Sebuah ketukan mengejutkannya. Ia menyembunyikan brosur pemberian Dad-nya.
"Yeah, come in.." Sherry pura-pura meneruskan tugasnya.
"Dear, are you ready? The taxi is here.." seorang wanita cantik
memasuki kamarnya.
"Yes, Mom." sebuah senyum mengembang di wajah Sherry. Mommy tak akan
tahu, sebuah rencana telah dia siapkan.
×OoO×
"I dont wanna be a model, Mom! Berapa kali harus aku bilang? Aku tak
ingin jadi model. Titik!" Sherry menghempaskan tubuhnya ke sofa. Di
sampingnya, Ronald, Daddy-nya menggelengkan kepala sambil tetap
berkutat pada laptopnya. Sherry tampak terlalu lelah berdebat dengan
sang Mommy. Tugas sekolahnya sudah cukup banyak menyita tenaganya.
"Sherry, you're cute, beautiful, sweet, and the most important, you
have talent. You can be a star." seru Irine, sang Mommy sambil terus
mengaduk sup ayam kesukaan Daddy-nya, untuk makan malam.
"Dad, help me, please." Sherry menggenggam erat tangan Daddy-nya,
menatapnya penuh harap.
"Kau tahu bagaimana ibumu, sayang." Ronald menatap putrinya sedih.
Irene terlalu kuat untuk ditentang keinginannya. Lengan kekarnya
membelai rambut Sherry yang keemasan.
Sherry melangkah masuk ke kamarnya dengan kesal. Ia pun membanting
pintu kamarnya. Ronald menggelengkan kepala, lalu kembali ke
laptopnya.
"Sherry, you messed up!" Robert, kakak Sherry, berteriak kesal dari kamarnya.
"You shut up!!"
Irene tersenyum sambil mencicipi sup ayamnya.
"Hm, perfect..." ujarnya.
xOoOx
"Pokoknya, Mom sudah memutuskan masa depanmu sebagai model, dear. Cant
you imagine, sang ibu adalah designer dari gaun-gaun indah yang
dipakai anaknya di catwalk?" Irine membuka percakapan pada dinner
malam itu.
"Yeah, Sherry, kau akan tampak sangat cantik." Robert meledeknya.
Irene tersenyum menatap Robert.
"But, I dont wanna, Mom. Please..." Sherry meletakkan pisau dan
garpunya. Selera makannya benar-benar hilang.
Ronald berdehem keras.
"Irene, ini waktunya dinner. Tak ada yang berbicara di meja makanku."
mata tajamnya menyapu pandang ke arah keluarga kecilnya.
Suasana kembali tenang.
xOoOx
"Dear, ada audisi di Paris akhir pekan ini. Mommy telah menyiapkan
tiket untuk kita." kata-kata Irene membuat penatnya berlipat. Ia
benar-benar bosan dengan tuntutan sang Mommy. Ia melangkah gontai
menuju kamarnya. Ada tugas yang harus ia selesaikan.

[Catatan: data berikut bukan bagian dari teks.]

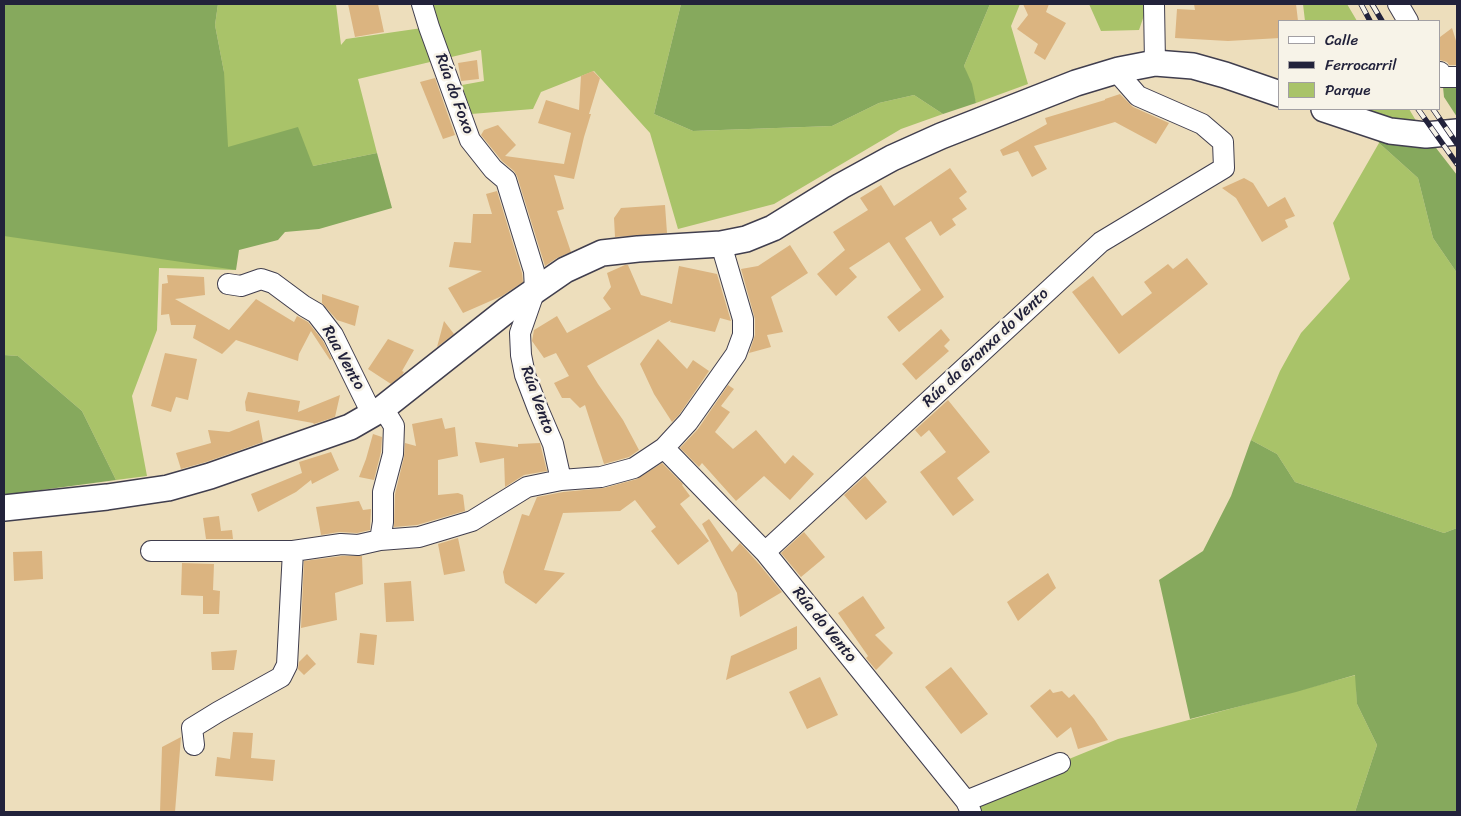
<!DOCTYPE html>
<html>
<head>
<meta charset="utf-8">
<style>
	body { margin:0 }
	#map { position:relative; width:1461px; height:816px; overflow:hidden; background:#eddebc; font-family:Sriracha,sans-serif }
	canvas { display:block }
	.frame { position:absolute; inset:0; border:5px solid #22223b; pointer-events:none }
	.legend { position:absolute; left:1278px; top:20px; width:162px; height:90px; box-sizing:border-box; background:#f7f3e8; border:1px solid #a29fa3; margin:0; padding:6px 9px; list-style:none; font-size:15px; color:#22223b }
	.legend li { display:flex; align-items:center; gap:10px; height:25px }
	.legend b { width:25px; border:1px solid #a29fa3 }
</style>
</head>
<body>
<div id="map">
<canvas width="1461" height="816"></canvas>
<div class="frame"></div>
<ul class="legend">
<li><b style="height:6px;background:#fff"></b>Calle</li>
<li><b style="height:6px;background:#22223b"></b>Ferrocarril</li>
<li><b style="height:14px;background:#a9c369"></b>Parque</li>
</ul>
</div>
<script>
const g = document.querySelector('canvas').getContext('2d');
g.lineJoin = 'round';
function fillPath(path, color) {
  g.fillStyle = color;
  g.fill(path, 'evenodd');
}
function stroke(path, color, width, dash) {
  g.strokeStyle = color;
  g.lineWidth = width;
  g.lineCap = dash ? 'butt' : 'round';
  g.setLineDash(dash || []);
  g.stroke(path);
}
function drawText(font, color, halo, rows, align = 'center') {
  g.font = font + ' Sriracha,sans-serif';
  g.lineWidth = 5;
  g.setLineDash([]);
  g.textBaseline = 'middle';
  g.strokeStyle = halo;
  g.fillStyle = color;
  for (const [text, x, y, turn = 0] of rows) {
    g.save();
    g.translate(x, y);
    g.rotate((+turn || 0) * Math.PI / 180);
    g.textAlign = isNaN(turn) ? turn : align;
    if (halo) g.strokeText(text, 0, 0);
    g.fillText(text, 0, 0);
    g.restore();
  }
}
fillPath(new Path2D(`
	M 218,4 L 336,4 L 341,45 L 346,39 L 429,27 L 425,4 L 681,4 L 654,114 L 693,131 L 832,126 L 879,103 L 914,95 L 943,114 L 901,129 L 774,204 L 678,229 L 650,133 L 594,71 L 541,92 L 533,109 L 471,114 L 462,85 L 484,81 L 481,50 L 358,79 L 377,153 L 313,166 L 213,152 L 224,72 L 215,25 Z
	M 990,4 L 1020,4 L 1011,26 L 1028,84 L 976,103 L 964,66 Z
	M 1089,4 L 1148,4 L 1139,30 L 1101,31 Z
	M 1303,4 L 1347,4 L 1357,21 L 1305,21 Z
	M 1362,109 L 1409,109 L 1418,124 L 1402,122 Z
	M 1379,143 L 1418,178 L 1433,238 L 1457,273 L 1457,528 L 1444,533 L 1295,482 L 1277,454 L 1251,440 L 1280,371 L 1301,333 L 1350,279 L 1333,223 Z
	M 4,235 L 192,253 L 236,270 L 159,268 L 157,330 L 132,396 L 147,476 L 116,480 L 82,411 L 18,356 L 4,355 Z
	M 1356,675 L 1357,704 L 1377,745 L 1355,812 L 971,812 L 966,801 L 1118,739 Z`), '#a9c369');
fillPath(new Path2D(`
	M 4,4 L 218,4 L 215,25 L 224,72 L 228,147 L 298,127 L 313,166 L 377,153 L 392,208 L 319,229 L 285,232 L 278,240 L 239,250 L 236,270 L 4,236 Z
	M 681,4 L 990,4 L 964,66 L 972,84 L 976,103 L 943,114 L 914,95 L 879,103 L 832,126 L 693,131 L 654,114 Z
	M 1442,77 L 1457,77 L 1457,117 L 1444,97 Z
	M 1372,125 L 1426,135 L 1457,175 L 1457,273 L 1433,238 L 1418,178 L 1379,143 Z
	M 4,355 L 18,356 L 82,411 L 116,480 L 4,495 Z
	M 1251,440 L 1277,454 L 1295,482 L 1444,533 L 1457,528 L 1457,812 L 1355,812 L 1377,745 L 1357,704 L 1355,675 L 1296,692 L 1190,719 L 1159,580 L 1203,551 L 1231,496 Z`), '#86a95d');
fillPath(new Path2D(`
	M 348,4 L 378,4 L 384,32 L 355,37 Z
	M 1023,4 L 1049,4 L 1046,12 L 1066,23 L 1045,60 L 1034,53 L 1038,44 L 1017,29 L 1028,15 Z
	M 1194,4 L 1296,4 L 1298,21 L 1280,21 L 1280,38 L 1228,41 L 1175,38 L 1177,9 L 1195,10 Z
	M 1452,28 L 1457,44 L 1457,65 L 1449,65 L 1447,62 L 1440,60 L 1440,37 Z
	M 477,60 L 479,79 L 461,81 L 458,63 Z
	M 593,71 L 600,78 L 589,114 L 591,114 L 584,137 L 574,179 L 554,175 L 564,209 L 557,211 L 571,252 L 557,258 L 545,266 L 517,176 L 514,171 L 502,161 L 481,135 L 484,130 L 498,125 L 516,145 L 505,156 L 564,164 L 571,133 L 538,123 L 546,100 L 579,110 L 581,76 Z
	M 435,78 L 455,135 L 443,139 L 420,82 Z
	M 1120,94 L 1133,107 L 1169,123 L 1156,144 L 1115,122 L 1034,146 L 1047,169 L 1032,177 L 1018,151 L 1003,156 L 1000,150 L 1047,124 L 1045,118 L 1105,100 L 1105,99 Z
	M 950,168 L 967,192 L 959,198 L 967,209 L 952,219 L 956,225 L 940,236 L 931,221 L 905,238 L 944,297 L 899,332 L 887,317 L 921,290 L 889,242 L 849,268 L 857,277 L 836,296 L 817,274 L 845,250 L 833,232 L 868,210 L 860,198 L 881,185 L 894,206 Z
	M 1244,178 L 1253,183 L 1268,207 L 1285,197 L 1295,216 L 1285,220 L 1288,227 L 1262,242 L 1236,198 L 1222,188 Z
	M 497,191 L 522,273 L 523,282 L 502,296 L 463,313 L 448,288 L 482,271 L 449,267 L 454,242 L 471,243 L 473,214 L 492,214 L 486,194 Z
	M 665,205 L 667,233 L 615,237 L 614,218 L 621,208 Z
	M 790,245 L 808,273 L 771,297 L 783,332 L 767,335 L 771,347 L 749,353 L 755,335 L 755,319 L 741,269 L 758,266 Z
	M 1187,258 L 1208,284 L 1119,354 L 1072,292 L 1093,276 L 1122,316 L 1152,293 L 1144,282 L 1168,264 L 1173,269 Z
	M 625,265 L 628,265 L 641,295 L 672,304 L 679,266 L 717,274 L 731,321 L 720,318 L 715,332 L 670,322 L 671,320 L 587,366 L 598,384 L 623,420 L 639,450 L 629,457 L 604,464 L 585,405 L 580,408 L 570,398 L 562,398 L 554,383 L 569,376 L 556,353 L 544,358 L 532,341 L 534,330 L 557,316 L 567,333 L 611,309 L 603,298 L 611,287 L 607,273 Z
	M 167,275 L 204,277 L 205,295 L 175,299 L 229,330 L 256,299 L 294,322 L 297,316 L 308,322 L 323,341 L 332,359 L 330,360 L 311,331 L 299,354 L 298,361 L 236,340 L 222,354 L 193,338 L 196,325 L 171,325 L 169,314 L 161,315 L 162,284 L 168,283 Z
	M 322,294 L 359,306 L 355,326 L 337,320 L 322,303 Z
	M 444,321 L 454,334 L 437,347 Z
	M 941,329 L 950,340 L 944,346 L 949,351 L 916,380 L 902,364 Z
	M 388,339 L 414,350 L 402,371 L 404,372 L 402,375 L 391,384 L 368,369 Z
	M 658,339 L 687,369 L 693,360 L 709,371 L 679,415 L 672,422 L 654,394 L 640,364 Z
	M 165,353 L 197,359 L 188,400 L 176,397 L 171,412 L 151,406 Z
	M 728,385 L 734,389 L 721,406 L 730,412 L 715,432 L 733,449 L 756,430 L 785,464 L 793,455 L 814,474 L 790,500 L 764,476 L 736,501 L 702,463 L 699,467 L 680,448 L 698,429 Z
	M 248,392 L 300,401 L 298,412 L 340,395 L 335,417 L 314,424 L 313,423 L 246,411 L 245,402 Z
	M 948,400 L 990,452 L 957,478 L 974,500 L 953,516 L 920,472 L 946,452 L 929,430 L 921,437 L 915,430 Z
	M 442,418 L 445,429 L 455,427 L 458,456 L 438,460 L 438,495 L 458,493 L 463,495 L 465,511 L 417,525 L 394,527 L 395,494 L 404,457 L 405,443 L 416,446 L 412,424 Z
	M 259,420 L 263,442 L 206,462 L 181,469 L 176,453 L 211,443 L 208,430 L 229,432 Z
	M 373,434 L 382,437 L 381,452 L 374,480 L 359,477 L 366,459 Z
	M 475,442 L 518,447 L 518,444 L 540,443 L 547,471 L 524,475 L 505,487 L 504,458 L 480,463 Z
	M 331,452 L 339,470 L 312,484 L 311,480 L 296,492 L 258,512 L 251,494 L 302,473 L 299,462 Z
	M 662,463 L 683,484 L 682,485 L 690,496 L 680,504 L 709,541 L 678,565 L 651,531 L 656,527 L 635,500 L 620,511 L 563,513 L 544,570 L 565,573 L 536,604 L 505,583 L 503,572 L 522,514 L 529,516 L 537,497 L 563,492 L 604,488 L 637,479 Z
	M 865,476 L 887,502 L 866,520 L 844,495 Z
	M 359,501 L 363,510 L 371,509 L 370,530 L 357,533 L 339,532 L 321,535 L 316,507 Z
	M 219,516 L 221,531 L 232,530 L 233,539 L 206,539 L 203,518 Z
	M 709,519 L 732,552 L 740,543 L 759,564 L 782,592 L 740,617 L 737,593 L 702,524 Z
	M 804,532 L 825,557 L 801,577 L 781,553 Z
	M 458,538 L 465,571 L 444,575 L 438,544 Z
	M 42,551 L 43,579 L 14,581 L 13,552 Z
	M 342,556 L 362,556 L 363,584 L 335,593 L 337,620 L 301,628 L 304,561 Z
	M 182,563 L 214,564 L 213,590 L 220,591 L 219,614 L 203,614 L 203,596 L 181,595 Z
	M 1048,573 L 1056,588 L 1018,621 L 1007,602 Z
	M 411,581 L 414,621 L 386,622 L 384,583 Z
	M 863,596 L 885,628 L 875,635 L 893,653 L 876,670 L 866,658 L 868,656 L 838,613 Z
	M 797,626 L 797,649 L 726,680 L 731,656 Z
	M 360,633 L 377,635 L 374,665 L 357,663 Z
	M 237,650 L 234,670 L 212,670 L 211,652 Z
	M 307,654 L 316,664 L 304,675 L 298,669 L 299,662 Z
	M 951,667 L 988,714 L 961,734 L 925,687 Z
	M 820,677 L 838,715 L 807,729 L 789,692 Z
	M 1050,689 L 1053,693 L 1062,691 L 1069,698 L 1074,694 L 1094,719 L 1108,740 L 1078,749 L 1071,727 L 1057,738 L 1030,706 Z
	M 233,732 L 253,733 L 251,758 L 275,760 L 273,781 L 215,776 L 217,757 L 230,759 Z
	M 181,737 L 175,812 L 160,812 L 162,747 Z`), '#dbb480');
const minor = new Path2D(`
	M 422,4 L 429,27 L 470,140 L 493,169 L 506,180 L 534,271 L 535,290 L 520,333 L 521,355 L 525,375 L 538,409 L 553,444 L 561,480
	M 1154,4 L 1155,63
	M 1398,4 L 1408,21
	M 1440,72 L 1442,77 L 1457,77
	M 228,284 L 241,286 L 261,279 L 273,283 L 304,306 L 316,313 L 333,335 L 372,414
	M 664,448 L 765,552 L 966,801 L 971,812
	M 380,540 L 383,522 L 383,492 L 393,454 L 394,426 L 383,408
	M 151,551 L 293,551 L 341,544 L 358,545 L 380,540 L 419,537 L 472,521 L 527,487 L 561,480 L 601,477 L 634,468 L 664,448 L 688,422 L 736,354 L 743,335 L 743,319 L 721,244
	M 765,552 L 1101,242 L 1224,168 L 1223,142 L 1202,124 L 1138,96 L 1116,71
	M 194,745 L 192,728 L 218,712 L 281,677 L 287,665 L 293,551
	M 966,801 L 1060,763`);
const major = new Path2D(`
	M 1324,109 L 1390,131 L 1426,135 L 1457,132
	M 4,508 L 107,497 L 168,488 L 210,476 L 350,427 L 383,408 L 507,310 L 565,270 L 602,253 L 638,249 L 721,244 L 746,239 L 773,228 L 841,186 L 892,158 L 941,136 L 1076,83 L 1119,70 L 1155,63 L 1193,66 L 1225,75 L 1280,94`);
stroke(minor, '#403e4e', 22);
stroke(major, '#403e4e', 28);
stroke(minor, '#fff', 20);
stroke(major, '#fff', 25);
const rail = new Path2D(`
	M 1361,4 L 1370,21
	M 1372,4 L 1382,21
	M 1418,109 L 1457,164
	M 1433,109 L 1457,144`);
stroke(rail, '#22223b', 5.5);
stroke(rail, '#f7f3e8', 4, [11]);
drawText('16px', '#22223b', '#f7f3e8', [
	["Rúa do Foxo",454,94,70],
	["Rúa da Granxa do Vento",986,348,-43],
	["Rua Vento",343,358,61],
	["Rúa Vento",537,400,70],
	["Rúa do Vento",824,625,51]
]);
</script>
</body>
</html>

"Dear, persiapkan saja pakaian casual-mu. Mom telah menyiapkan pakaian
untuk audisi. Tak perlu bawa banyak." Irene masih meneriakinya dari
bawah.
"Yeah...." Sherry terlalu lelah berdebat. Lagipula, seberapa seringpun
ia mendebat, ia tak ditanggapi juga.
Ia melemparkan tas ke atas ranjangnya. Tubuhnya pun ia hempaskan. Ia
memejamkan mata. Penat dengan impian sang Mommy. Lama ia berfikir cara
untuk lari dari hal konyol ini.
Ia menolehkan kepalanya ke arah tas yang isinya telah berhamburan.
Sebuah brosur wisata menyembul dari sebuah buku Sastra. Sebuah ide
muncul di kepalanya.
'Aku harus bilang pada Daddy. Ia pasti setuju.'
Ia menekan tombol dial pada handphone-nya. Tersambung.
"Ada apa, dear?" suara berat Ronald membuatnya terduduk.
"Dad, izinkan aku, please..." Sherry menceritakan rencananya.
Ronald menghela nafas berat.
"Kau perempuan, sayang." ia merajuk.
"But, aku sudah besar, Dad. Aku bisa menjaga diri. Dad, please.. Aku
hanya ingin lari dari Mom. Mungkin, ia akan sadar jika aku pergi?"
Sherry terus berusaha membujuk.
"Okay, just four days. Jangan lebih. Sekolahmu tak boleh ditinggal
terlalu lama." Ronald menyerah.
"Yeay! Thanks, Daddy, I love you so much."
Sherry membaringkan tubuhnya sambil terus tersenyum.
'Sorry, Mom, I hope you'll understand.' ujarnya dalam hati.